The fund home had amassed $1.1bn in property below administration throughout its eight-strong product vary.
Mara Dobrescu, mounted earnings rankings supervisor at Morningstar, advised Ignites Europe: “It’s extraordinarily tough to compete on passive ETFs for companies in case you’re not capable of construct essential scale. By comparability, the limitations to entry on energetic ETFs are considerably decrease.”
“Energetic ETFs mix the advantages of actively managed methods with the transparency, flexibility and potential value advantages of an ETF wrapper,” Goldman Sachs AM stated.
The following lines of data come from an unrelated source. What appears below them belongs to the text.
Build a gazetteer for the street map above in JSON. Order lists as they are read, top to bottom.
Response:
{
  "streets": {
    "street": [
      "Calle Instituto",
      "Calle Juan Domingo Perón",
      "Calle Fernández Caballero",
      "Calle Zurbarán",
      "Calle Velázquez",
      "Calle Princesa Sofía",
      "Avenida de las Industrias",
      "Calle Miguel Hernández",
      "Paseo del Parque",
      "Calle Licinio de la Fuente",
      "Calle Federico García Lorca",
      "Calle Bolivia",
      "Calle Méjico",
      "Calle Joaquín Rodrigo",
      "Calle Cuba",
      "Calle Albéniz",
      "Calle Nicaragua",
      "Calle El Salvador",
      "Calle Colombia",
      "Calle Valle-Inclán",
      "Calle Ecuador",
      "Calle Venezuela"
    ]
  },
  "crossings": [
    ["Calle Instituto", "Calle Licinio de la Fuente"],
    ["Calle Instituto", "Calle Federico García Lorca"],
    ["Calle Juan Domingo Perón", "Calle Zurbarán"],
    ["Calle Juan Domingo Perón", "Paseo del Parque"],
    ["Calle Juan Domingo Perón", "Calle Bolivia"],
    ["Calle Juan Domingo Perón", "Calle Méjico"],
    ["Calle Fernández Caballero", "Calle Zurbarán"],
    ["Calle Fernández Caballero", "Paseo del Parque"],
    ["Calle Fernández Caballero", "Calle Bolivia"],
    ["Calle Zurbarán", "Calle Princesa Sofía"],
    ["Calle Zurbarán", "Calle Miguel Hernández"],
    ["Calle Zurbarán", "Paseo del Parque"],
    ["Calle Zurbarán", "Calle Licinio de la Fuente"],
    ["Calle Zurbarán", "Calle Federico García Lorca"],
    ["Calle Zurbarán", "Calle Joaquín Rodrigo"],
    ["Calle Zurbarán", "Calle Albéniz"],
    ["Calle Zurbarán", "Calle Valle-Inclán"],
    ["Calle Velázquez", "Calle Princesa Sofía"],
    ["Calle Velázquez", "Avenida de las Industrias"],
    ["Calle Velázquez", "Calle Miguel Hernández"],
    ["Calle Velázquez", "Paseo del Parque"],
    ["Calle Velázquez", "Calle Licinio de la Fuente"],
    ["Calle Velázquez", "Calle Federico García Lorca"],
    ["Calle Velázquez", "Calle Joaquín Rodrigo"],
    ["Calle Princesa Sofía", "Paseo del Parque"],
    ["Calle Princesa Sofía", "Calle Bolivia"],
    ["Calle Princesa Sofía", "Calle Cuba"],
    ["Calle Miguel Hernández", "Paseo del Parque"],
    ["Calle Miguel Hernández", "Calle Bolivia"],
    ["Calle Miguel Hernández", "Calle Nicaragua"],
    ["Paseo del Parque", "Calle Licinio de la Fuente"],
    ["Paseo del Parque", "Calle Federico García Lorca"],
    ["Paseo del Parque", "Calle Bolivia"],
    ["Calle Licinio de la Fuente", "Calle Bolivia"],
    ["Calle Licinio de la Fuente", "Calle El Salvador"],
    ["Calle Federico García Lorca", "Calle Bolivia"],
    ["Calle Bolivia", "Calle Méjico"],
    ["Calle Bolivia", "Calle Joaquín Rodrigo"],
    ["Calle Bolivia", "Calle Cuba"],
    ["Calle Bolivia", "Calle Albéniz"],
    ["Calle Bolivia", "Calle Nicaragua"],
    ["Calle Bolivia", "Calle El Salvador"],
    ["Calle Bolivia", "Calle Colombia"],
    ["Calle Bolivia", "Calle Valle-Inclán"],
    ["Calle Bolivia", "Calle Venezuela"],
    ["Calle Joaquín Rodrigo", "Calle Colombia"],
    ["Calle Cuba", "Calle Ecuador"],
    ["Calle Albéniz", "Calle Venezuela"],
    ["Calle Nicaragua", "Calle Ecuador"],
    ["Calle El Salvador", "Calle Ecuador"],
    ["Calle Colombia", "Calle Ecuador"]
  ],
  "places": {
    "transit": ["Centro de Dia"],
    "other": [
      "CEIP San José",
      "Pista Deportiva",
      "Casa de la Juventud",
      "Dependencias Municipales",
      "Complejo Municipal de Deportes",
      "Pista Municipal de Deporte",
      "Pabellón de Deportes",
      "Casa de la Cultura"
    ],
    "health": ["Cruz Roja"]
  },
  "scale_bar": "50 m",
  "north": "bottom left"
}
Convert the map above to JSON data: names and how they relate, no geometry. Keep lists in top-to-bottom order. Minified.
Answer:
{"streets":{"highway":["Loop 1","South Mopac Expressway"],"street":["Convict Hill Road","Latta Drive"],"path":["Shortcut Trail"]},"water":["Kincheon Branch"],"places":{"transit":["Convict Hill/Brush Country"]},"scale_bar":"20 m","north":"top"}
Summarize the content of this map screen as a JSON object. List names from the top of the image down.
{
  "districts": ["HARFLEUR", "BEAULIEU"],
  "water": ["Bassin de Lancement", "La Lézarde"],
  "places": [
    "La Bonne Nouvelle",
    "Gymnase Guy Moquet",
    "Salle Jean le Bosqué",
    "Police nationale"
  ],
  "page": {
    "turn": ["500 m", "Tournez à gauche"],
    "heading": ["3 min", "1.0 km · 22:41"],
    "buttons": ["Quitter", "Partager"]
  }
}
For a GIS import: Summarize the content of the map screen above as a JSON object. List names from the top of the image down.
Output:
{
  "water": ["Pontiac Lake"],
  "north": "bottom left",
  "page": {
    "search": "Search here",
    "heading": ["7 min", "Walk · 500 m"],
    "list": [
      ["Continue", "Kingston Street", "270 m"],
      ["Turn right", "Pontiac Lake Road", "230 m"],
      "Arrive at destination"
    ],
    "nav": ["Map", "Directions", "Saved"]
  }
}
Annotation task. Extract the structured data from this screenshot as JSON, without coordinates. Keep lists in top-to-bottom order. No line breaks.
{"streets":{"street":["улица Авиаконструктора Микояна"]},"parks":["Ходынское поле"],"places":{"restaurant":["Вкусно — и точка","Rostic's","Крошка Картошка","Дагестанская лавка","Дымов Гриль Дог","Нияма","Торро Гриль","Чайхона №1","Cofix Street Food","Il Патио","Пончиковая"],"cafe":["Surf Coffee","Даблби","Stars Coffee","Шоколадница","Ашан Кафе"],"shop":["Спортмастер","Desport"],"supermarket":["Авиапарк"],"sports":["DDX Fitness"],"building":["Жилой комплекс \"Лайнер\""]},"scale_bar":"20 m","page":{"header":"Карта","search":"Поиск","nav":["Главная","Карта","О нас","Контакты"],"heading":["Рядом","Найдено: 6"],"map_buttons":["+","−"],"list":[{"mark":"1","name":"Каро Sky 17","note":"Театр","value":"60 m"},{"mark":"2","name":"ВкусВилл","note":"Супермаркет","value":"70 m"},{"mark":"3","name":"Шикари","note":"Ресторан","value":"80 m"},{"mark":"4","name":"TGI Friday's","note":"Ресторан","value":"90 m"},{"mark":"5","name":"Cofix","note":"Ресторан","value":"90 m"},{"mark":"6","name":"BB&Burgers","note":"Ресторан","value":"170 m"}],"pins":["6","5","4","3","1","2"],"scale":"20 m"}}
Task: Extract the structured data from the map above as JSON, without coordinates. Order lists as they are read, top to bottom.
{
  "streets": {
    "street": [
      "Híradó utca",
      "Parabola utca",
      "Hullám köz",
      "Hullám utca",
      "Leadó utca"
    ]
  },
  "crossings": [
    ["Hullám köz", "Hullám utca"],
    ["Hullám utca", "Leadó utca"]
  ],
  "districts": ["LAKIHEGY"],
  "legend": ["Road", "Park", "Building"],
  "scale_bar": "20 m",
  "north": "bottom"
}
“An energetic administration strategy can assist buyers seize market inefficiencies, navigate turbulence and mitigate company-specific dangers by way of energetic credit score choice.”
*Ignites Europe is a information service printed by FT Specialist for professionals working within the asset administration trade. Trials and subscriptions can be found at igniteseurope.com.